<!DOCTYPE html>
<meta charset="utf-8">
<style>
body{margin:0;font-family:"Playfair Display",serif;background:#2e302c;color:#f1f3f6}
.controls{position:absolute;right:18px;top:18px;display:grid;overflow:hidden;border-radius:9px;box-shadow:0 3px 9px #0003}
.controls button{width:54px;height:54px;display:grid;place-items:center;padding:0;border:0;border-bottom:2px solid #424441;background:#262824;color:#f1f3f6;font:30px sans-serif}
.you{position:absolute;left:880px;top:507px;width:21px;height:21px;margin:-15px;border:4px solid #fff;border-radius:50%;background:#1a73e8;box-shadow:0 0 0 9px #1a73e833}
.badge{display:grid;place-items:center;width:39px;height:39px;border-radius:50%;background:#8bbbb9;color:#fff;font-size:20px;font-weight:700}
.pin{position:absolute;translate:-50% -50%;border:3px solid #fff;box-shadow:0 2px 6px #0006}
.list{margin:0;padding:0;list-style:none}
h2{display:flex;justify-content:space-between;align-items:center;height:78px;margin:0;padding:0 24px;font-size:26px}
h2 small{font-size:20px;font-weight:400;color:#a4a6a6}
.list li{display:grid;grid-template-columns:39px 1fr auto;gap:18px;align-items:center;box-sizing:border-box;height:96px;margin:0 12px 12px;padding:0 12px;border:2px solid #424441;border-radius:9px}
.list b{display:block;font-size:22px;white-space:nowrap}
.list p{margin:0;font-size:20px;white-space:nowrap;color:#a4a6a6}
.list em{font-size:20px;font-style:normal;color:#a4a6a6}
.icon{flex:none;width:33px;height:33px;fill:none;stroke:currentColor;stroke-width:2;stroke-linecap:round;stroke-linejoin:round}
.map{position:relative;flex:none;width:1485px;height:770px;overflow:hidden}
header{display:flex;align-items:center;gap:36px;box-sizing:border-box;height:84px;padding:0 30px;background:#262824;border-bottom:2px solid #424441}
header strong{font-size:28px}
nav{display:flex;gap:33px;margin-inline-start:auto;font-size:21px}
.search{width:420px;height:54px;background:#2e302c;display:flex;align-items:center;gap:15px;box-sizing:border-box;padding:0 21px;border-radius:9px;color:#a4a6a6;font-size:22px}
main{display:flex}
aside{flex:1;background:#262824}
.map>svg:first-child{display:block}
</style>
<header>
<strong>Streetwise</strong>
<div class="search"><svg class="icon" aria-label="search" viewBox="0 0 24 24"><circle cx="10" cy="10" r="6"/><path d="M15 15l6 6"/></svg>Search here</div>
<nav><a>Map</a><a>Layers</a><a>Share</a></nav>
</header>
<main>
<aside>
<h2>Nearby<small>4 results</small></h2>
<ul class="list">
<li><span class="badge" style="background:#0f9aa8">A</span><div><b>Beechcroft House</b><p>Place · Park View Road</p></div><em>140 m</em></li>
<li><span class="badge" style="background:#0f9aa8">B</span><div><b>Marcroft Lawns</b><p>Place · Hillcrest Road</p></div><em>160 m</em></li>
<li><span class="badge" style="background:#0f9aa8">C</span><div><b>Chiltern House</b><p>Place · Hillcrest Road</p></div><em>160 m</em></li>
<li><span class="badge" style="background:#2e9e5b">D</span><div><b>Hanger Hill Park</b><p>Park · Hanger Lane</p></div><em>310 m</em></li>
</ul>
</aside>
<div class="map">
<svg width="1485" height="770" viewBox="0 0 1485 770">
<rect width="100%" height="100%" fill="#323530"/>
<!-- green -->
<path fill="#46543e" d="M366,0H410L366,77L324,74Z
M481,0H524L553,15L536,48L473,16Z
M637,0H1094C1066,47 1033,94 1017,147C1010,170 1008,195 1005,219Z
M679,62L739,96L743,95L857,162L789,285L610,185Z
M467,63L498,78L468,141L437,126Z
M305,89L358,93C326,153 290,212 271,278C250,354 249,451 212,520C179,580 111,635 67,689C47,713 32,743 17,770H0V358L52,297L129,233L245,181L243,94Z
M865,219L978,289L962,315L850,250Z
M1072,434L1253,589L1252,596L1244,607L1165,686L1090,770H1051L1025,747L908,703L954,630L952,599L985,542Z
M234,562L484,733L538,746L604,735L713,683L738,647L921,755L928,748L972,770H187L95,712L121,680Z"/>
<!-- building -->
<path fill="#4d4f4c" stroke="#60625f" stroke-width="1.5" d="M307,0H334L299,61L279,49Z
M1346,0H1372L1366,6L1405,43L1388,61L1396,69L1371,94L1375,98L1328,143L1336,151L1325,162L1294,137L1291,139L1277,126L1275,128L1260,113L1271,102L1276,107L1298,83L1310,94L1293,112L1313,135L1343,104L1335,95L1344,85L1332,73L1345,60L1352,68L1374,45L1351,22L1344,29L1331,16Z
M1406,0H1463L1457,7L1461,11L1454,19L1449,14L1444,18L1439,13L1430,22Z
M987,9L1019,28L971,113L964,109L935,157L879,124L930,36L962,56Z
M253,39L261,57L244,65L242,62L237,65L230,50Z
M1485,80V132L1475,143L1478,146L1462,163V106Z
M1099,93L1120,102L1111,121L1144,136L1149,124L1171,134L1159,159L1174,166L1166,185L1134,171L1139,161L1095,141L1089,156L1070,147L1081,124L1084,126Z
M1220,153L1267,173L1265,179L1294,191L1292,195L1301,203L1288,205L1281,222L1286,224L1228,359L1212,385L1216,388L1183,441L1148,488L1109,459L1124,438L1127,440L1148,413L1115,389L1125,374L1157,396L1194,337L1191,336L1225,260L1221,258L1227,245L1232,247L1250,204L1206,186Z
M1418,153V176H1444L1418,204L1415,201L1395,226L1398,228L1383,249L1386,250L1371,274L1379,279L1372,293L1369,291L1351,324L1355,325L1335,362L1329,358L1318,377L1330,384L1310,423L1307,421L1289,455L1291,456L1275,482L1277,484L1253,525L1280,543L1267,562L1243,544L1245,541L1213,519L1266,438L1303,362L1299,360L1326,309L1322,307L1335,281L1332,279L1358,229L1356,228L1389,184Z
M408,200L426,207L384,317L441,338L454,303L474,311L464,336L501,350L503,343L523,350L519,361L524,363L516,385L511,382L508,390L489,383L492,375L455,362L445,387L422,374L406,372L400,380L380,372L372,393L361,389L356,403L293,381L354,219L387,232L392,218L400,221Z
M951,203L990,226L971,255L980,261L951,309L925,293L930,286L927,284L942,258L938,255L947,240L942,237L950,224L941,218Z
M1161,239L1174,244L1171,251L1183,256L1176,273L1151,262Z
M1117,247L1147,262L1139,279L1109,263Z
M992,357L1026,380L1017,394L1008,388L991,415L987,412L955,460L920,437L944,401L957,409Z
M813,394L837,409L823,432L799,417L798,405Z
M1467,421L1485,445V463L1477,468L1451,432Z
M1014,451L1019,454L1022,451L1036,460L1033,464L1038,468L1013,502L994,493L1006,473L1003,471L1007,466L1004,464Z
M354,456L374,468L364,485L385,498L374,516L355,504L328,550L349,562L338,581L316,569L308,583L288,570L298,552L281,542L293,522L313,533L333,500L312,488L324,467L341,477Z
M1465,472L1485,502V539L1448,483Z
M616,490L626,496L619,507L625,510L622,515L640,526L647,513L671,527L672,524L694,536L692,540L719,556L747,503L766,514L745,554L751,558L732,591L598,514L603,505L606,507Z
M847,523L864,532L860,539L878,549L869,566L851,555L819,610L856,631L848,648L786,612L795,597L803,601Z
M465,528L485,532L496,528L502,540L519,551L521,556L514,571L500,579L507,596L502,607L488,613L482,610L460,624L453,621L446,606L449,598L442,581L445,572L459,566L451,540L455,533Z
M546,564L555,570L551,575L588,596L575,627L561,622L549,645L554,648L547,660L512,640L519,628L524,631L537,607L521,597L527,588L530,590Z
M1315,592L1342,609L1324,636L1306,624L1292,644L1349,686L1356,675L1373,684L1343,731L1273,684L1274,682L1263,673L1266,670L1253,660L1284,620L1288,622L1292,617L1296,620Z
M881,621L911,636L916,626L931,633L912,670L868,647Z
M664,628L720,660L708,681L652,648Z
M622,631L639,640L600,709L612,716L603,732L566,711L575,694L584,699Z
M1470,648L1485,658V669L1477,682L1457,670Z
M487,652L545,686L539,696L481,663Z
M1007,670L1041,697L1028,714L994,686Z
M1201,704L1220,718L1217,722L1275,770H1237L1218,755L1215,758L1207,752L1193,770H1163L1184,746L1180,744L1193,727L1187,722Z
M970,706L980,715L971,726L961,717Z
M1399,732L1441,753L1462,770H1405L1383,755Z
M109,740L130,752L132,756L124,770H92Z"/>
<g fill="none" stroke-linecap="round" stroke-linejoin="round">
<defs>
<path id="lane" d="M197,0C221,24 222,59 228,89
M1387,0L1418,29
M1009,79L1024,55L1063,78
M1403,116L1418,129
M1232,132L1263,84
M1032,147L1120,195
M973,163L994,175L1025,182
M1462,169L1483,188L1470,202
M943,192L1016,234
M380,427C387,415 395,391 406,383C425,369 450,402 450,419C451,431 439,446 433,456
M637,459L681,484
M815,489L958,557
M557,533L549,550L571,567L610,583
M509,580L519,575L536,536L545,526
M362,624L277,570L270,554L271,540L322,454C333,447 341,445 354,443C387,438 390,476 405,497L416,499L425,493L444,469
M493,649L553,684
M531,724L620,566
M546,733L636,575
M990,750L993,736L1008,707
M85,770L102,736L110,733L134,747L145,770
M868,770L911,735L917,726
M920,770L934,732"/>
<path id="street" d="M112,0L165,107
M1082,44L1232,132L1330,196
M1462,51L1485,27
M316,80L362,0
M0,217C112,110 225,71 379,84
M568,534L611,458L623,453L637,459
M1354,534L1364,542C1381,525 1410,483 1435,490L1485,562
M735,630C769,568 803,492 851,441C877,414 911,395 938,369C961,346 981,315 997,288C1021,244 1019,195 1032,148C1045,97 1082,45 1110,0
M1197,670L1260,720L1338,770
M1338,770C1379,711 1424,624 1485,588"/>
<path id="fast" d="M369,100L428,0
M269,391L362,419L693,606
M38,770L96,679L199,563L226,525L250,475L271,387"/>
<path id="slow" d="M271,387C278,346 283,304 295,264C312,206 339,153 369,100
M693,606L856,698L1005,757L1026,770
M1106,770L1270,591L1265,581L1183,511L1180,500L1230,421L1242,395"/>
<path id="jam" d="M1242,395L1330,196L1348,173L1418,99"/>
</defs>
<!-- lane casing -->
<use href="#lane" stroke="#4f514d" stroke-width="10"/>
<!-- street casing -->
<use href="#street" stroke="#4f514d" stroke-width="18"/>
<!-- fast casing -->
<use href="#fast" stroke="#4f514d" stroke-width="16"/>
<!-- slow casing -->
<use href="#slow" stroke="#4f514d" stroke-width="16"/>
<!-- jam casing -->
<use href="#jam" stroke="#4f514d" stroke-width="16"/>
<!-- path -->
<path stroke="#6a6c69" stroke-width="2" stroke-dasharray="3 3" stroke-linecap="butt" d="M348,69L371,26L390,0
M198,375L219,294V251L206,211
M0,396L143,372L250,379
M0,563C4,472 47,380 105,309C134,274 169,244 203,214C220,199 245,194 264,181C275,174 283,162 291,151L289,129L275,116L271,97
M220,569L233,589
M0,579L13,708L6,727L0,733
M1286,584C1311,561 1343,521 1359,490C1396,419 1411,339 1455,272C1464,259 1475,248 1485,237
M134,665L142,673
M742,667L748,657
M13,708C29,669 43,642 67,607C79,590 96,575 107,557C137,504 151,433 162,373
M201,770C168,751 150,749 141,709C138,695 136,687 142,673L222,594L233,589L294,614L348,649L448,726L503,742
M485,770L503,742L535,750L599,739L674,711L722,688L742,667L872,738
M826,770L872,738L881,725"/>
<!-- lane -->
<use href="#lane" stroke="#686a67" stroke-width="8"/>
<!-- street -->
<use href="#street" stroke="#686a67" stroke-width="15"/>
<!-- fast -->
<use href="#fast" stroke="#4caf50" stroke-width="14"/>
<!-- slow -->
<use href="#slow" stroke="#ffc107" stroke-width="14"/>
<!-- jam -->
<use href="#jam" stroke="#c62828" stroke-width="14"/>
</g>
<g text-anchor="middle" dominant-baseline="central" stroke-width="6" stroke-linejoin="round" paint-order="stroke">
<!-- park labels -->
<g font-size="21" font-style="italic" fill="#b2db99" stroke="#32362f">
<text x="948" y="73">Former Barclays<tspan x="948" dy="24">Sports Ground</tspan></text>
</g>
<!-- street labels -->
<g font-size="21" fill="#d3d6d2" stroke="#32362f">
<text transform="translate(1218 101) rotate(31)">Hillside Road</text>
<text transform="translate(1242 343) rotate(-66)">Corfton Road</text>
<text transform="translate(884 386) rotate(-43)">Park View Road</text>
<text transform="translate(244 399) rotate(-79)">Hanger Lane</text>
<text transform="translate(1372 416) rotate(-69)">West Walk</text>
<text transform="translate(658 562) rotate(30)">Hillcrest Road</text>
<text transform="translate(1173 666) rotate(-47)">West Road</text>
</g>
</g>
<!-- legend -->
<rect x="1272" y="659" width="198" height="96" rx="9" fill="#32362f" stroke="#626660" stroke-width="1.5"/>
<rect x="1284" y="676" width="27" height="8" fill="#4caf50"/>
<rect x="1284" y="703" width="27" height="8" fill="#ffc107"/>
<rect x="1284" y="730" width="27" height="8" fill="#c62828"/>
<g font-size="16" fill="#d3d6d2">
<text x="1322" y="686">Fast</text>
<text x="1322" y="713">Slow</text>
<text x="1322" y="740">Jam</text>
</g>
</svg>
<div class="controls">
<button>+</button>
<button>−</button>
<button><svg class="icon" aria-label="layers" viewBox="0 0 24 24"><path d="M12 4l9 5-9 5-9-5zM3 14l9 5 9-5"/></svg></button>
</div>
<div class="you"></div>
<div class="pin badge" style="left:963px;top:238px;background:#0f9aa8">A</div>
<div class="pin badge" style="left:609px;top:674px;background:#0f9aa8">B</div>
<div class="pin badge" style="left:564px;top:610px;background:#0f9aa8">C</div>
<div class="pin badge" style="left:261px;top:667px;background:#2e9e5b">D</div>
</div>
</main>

• **WHAT THE TASK ASKS**
Could you please retype the lines from the start of the data through the line with "solid #fff;border-radius:50%;background:#1a73e8;box-shadow:0 0", both included, and nothing else?

• **THE COMPLETED TASK**
<!DOCTYPE html>
<meta charset="utf-8">
<style>
body{margin:0;font-family:"Playfair Display",serif;background:#2e302c;color:#f1f3f6}
.controls{position:absolute;right:18px;top:18px;display:grid;overflow:hidden;border-radius:9px;box-shadow:0 3px 9px #0003}
.controls button{width:54px;height:54px;display:grid;place-items:center;padding:0;border:0;border-bottom:2px solid #424441;background:#262824;color:#f1f3f6;font:30px sans-serif}
.you{position:absolute;left:880px;top:507px;width:21px;height:21px;margin:-15px;border:4px solid #fff;border-radius:50%;background:#1a73e8;box-shadow:0 0 0 9px #1a73e833}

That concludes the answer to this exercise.